Jenny Saville: The Art of the Nude

The most expensive living female artist in the world, British artist Jenny Saville allows women's bodies to speak through monumental canvases that present fleshy bodies in their pure materiality.

Jenny Saville (1970-), ‘Propped’ [DETAIL] (DETAIL), 1992, oil on canvas, 213.4 x 182.9 cm. Image via Sotheby’s.
Jenny Saville (1970-), ‘Propped’ [DETAIL] (DETAIL), 1992, oil on canvas, 213.4 x 182.9 cm. Image via Sotheby’s.

Born in Cambridge in 1970, Saville studied at the Glasgow School of Art. She spent a semester abroad at the University of Cincinnati, and confessed that it was there, in the land of junk food, that she discovered her artistic passion for the large women that are the subjects of most of her paintings. The art dealer Charles Saatchi discovered her in 1993, and bought all of her graduation works. This launched her career and she joined the ranks of the YBAs (Young British Artists), creating eccentric paintings, mainly nudes, which defied the canonized version of female beauty.

See also: The 14 Most Expensive Female Artists

Jenny Saville (1970-), ‘Cindy’, 1993, oil on canvas, 56 x 46 cm. Image via Christie’s.
Jenny Saville (1970-), ‘Cindy’, 1993, oil on canvas, 56 x 46 cm. Image via Christie’s.

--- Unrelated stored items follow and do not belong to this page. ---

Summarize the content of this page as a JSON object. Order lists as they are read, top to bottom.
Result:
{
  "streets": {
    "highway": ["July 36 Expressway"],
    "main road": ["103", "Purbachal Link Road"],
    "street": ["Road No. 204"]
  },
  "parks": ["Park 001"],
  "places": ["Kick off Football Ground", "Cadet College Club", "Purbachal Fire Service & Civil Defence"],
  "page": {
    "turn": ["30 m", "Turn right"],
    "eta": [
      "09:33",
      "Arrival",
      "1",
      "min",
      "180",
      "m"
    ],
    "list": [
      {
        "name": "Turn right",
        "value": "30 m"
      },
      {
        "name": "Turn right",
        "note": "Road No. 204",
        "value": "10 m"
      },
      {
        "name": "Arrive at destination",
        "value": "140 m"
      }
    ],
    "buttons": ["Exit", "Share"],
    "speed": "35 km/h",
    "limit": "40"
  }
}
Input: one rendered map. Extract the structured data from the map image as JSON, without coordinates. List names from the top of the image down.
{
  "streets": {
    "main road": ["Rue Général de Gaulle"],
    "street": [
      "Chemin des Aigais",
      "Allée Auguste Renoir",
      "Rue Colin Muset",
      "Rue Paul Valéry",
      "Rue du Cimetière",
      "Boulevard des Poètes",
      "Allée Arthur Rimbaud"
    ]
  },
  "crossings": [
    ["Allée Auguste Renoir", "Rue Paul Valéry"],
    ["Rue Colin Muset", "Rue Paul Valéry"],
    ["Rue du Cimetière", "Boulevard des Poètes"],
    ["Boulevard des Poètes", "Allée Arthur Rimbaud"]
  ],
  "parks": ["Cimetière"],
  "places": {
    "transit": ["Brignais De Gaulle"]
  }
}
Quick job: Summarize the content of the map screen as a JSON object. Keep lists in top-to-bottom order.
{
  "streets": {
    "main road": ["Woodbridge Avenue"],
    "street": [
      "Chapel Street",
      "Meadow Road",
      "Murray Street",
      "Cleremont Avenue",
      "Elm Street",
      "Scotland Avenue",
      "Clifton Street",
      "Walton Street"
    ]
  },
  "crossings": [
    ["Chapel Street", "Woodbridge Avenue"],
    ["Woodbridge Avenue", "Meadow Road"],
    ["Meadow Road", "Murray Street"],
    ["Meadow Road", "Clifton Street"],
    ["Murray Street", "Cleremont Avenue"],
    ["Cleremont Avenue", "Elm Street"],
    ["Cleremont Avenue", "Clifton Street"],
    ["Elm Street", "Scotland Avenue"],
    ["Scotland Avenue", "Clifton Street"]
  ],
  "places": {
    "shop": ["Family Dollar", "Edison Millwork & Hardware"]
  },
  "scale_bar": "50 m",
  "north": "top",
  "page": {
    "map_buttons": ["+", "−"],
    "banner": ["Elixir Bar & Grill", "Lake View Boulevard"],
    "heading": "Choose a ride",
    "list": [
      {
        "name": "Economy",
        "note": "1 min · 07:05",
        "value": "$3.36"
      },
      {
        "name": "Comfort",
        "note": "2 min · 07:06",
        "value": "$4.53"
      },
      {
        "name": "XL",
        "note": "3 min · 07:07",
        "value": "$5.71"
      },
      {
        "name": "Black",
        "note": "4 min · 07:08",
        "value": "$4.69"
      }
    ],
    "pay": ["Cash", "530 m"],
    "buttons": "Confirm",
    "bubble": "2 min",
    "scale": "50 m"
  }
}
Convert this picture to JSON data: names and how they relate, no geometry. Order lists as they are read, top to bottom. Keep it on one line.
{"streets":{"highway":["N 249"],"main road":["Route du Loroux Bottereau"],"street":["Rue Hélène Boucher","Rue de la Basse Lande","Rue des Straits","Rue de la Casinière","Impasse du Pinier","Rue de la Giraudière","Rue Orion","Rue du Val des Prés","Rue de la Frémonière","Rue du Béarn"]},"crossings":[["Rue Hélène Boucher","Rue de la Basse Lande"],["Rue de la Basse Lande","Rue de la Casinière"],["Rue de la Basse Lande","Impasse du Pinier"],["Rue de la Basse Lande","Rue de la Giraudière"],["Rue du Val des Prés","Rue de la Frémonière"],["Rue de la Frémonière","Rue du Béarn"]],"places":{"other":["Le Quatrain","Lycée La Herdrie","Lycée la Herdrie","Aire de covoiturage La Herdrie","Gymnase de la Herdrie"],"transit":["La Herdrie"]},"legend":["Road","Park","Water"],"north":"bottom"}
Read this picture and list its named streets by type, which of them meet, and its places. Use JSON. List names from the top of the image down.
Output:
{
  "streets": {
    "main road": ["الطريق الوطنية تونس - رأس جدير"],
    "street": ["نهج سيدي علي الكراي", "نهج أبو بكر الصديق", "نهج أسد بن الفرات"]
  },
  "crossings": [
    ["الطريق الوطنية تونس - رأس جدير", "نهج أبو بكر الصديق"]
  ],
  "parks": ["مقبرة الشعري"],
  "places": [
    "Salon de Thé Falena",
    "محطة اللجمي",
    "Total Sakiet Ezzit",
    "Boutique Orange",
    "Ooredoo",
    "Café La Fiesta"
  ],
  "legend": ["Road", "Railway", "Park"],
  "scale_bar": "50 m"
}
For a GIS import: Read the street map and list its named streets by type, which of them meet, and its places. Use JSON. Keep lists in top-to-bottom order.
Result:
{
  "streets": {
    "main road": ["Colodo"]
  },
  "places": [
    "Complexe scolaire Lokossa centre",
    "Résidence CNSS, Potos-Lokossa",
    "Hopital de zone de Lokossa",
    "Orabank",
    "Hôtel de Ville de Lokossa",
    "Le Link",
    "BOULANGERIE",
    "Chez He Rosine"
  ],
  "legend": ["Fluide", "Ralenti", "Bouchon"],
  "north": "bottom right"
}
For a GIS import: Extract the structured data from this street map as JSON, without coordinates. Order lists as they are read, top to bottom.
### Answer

Saville soon exhibited in galleries around London, and her fame grew during the 1990s. She became one of the emblematic figures of the YBAs movement, along with artists such as Damien Hirst and Rachel Whiteread. Her works are often panoramic on very large formats, and reveal a range of influences. Picasso and Rembrandt are classical inspirations, and the American photographer Cindy Sherman is a more modern example. Medical imagery and plastic surgery also figure into her work, recalling her time spent attending sessions with the New York doctor Barry Martin Weintraub. Saville appropriates references from all over to better concoct her own universe, created through thickly textured oil paint and large brushstrokes. Her portraits transgress prohibitions by giving a central place to the flesh, to obese, dying, or transsexual bodies – in short, to those who are often ignored or denied a place in the artistic canon.

See also: The Most Expensive Living Artists

Jenny Saville (1970-), ‘Juncture’, 1994, oil on canvas, 120 x 66 cm. Image via Christie’s.
Jenny Saville (1970-), ‘Juncture’, 1994, oil on canvas, 120 x 66 cm. Image via Christie’s.

Often distorted and bloated, even tortured, Saville’s nudes saturate the space of the canvas and reveal themselves to be incredibly precise. They force the viewer to question their beliefs about who or what makes an appropriate subject for a painting, and reflect on the torments present in society. Her paintings go against all the conventional notions of beauty as it is represented in art; those of idealized silhouettes, of harmonious curves, of smooth skin. Some argue that her works contain a political criticism of men’s view of women’s bodies, a tyrannical view that Saville makes fun of by marking some of her nudes with a black felt pen, like a surgeon drawing on the body that he intends to liposuction or otherwise remold. 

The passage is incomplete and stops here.